[[ Given entries open ]]

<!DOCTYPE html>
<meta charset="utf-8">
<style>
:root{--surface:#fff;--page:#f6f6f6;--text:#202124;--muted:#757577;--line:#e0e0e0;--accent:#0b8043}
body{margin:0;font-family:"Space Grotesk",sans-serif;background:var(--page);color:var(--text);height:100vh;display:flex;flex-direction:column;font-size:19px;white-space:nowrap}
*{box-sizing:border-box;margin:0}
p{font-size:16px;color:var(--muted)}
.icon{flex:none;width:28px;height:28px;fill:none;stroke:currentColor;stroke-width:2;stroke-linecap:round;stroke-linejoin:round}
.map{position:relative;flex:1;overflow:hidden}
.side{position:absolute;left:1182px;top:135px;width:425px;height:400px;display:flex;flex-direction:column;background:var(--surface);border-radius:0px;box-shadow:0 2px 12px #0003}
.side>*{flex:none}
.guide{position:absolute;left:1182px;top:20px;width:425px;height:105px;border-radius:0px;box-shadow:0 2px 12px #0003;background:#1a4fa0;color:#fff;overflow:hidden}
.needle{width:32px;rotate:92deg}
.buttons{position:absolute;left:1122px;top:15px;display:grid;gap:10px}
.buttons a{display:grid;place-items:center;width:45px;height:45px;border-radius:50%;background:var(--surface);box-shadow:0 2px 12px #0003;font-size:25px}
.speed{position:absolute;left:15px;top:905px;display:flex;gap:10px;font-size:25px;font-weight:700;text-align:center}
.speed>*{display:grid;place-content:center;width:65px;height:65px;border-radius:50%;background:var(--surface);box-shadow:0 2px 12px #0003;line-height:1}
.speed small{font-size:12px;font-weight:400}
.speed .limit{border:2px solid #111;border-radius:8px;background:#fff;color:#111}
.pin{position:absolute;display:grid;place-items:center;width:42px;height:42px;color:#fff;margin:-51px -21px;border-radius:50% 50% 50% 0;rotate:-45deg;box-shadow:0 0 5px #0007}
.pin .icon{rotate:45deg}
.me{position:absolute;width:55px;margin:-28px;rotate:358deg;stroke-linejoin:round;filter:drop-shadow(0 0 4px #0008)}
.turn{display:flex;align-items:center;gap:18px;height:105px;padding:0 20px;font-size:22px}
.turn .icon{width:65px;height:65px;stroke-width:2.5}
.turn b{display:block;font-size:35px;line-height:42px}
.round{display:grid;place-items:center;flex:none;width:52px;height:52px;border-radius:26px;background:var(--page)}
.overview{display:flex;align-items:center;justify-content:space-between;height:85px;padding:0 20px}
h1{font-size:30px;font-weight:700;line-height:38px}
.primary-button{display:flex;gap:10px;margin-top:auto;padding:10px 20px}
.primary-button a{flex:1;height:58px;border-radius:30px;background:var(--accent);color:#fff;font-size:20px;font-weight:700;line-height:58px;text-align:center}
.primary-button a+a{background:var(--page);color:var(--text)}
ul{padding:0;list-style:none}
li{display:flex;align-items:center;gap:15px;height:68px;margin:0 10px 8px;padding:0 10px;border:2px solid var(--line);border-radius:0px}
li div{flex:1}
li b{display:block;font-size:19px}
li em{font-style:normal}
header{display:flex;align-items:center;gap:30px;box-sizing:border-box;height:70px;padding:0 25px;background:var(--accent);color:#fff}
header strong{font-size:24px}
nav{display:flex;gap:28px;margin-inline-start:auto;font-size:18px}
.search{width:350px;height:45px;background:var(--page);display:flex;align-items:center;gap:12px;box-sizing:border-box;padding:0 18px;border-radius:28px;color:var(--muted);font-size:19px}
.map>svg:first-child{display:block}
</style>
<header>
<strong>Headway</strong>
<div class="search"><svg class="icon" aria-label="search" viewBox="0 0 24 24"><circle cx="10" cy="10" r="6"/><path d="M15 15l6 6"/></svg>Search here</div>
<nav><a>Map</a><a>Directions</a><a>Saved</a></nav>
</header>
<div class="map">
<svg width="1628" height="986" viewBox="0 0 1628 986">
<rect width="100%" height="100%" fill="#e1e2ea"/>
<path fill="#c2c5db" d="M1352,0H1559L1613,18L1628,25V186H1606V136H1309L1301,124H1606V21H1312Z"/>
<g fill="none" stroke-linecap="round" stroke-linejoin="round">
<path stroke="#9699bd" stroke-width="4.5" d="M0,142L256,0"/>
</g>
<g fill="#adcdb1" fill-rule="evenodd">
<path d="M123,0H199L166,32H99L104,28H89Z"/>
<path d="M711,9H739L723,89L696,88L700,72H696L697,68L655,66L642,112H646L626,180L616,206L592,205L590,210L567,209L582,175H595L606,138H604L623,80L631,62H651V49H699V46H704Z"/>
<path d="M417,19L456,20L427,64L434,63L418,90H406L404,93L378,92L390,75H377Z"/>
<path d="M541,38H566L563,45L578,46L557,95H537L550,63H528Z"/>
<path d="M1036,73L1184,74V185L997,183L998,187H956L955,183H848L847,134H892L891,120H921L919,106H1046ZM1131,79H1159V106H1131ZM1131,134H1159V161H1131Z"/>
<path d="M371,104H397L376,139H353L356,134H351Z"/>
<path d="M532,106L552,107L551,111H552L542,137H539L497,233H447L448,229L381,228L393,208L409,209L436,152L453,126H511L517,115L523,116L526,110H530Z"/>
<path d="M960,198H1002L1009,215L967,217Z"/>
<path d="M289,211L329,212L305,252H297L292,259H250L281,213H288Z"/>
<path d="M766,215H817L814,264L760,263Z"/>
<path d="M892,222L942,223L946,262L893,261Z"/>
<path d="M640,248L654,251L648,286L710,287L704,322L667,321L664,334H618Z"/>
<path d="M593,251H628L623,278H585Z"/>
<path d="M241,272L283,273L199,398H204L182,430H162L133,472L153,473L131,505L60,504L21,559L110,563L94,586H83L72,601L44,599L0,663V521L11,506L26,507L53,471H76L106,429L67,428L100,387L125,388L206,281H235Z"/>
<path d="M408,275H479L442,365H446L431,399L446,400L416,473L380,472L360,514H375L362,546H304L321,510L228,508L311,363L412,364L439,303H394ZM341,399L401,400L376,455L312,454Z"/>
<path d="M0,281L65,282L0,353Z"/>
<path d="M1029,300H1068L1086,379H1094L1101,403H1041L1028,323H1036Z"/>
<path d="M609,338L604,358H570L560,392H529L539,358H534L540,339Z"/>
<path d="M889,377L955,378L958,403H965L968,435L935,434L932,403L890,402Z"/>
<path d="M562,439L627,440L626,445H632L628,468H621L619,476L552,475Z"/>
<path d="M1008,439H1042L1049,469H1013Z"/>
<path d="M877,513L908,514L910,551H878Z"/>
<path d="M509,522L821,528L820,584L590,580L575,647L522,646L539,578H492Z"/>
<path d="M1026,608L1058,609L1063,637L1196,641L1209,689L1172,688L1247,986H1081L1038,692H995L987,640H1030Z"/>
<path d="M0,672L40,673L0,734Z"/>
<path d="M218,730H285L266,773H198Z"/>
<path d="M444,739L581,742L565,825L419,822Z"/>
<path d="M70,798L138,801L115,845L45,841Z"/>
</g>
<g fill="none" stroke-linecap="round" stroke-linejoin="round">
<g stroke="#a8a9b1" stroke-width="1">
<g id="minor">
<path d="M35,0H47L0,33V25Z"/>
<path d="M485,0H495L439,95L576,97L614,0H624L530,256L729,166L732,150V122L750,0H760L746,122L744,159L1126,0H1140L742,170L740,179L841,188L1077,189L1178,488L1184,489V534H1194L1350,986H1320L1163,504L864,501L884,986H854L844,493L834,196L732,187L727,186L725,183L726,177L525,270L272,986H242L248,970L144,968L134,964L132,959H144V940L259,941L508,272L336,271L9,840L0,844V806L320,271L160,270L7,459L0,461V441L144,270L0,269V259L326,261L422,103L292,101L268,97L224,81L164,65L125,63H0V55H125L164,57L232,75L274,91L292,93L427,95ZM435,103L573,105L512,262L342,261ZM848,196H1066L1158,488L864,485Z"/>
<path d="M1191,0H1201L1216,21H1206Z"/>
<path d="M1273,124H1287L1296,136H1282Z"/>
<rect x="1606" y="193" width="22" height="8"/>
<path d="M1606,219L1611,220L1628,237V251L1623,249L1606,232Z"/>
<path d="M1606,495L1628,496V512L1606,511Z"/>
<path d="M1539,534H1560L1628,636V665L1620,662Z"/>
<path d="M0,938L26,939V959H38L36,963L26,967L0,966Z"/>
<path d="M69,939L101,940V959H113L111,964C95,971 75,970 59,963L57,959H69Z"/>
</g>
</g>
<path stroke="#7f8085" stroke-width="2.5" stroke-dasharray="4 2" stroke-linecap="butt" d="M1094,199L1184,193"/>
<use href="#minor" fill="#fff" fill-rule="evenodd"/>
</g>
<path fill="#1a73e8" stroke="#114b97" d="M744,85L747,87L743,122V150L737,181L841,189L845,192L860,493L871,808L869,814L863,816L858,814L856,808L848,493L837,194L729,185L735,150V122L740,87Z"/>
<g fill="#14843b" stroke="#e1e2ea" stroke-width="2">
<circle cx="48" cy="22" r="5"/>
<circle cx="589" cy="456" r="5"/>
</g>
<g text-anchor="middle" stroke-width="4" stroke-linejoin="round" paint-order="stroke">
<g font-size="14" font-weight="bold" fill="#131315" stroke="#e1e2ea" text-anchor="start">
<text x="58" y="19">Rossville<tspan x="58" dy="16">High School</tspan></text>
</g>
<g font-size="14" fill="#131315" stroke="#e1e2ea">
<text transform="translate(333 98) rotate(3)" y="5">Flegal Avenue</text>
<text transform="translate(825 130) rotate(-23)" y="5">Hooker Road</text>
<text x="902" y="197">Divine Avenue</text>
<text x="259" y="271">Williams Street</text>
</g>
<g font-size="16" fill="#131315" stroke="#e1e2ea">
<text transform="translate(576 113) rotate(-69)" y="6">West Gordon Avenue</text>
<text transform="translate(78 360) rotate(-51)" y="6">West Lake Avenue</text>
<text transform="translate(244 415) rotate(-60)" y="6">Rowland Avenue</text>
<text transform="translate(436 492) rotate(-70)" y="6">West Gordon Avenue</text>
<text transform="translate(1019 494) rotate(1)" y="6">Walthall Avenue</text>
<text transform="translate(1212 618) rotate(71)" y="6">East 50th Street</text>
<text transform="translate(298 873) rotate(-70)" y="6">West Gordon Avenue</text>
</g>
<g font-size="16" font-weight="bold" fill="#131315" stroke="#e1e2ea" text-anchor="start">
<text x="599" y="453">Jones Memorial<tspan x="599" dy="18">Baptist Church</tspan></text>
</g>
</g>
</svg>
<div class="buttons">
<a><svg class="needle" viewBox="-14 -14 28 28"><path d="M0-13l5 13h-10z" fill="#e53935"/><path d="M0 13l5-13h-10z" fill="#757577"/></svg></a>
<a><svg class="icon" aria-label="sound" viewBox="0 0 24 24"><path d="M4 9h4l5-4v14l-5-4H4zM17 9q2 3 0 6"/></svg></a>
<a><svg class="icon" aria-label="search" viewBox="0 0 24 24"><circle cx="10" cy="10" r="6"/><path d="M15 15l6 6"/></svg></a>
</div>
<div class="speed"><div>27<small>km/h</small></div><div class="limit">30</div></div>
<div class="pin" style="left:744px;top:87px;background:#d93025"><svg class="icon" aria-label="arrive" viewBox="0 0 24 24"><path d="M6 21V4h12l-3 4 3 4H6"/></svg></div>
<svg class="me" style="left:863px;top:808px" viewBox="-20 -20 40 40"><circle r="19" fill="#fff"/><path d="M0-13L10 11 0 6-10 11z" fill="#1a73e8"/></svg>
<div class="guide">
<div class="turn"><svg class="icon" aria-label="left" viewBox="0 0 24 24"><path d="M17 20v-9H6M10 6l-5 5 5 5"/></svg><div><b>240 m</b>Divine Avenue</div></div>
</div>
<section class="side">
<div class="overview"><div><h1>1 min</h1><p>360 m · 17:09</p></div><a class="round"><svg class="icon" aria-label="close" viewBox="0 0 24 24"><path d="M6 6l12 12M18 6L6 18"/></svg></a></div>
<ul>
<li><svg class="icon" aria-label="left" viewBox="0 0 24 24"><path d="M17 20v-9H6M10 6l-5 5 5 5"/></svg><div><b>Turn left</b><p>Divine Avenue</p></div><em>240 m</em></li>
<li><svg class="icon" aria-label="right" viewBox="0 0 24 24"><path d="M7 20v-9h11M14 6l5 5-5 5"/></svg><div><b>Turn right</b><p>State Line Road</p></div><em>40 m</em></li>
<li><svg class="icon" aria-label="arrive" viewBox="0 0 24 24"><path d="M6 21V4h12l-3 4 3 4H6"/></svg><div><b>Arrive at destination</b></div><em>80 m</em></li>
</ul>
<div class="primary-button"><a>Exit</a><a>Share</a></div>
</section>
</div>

[[ Given entries closed ]]

» What you are asked to do:
Lines that contain "buttons" should be pulled from the entries above and reported.

» Exercise response:
.buttons{position:absolute;left:1122px;top:15px;display:grid;gap:10px}
.buttons a{display:grid;place-items:center;width:45px;height:45px;border-radius:50%;background:var(--surface);box-shadow:0 2px 12px #0003;font-size:25px}
<div class="buttons">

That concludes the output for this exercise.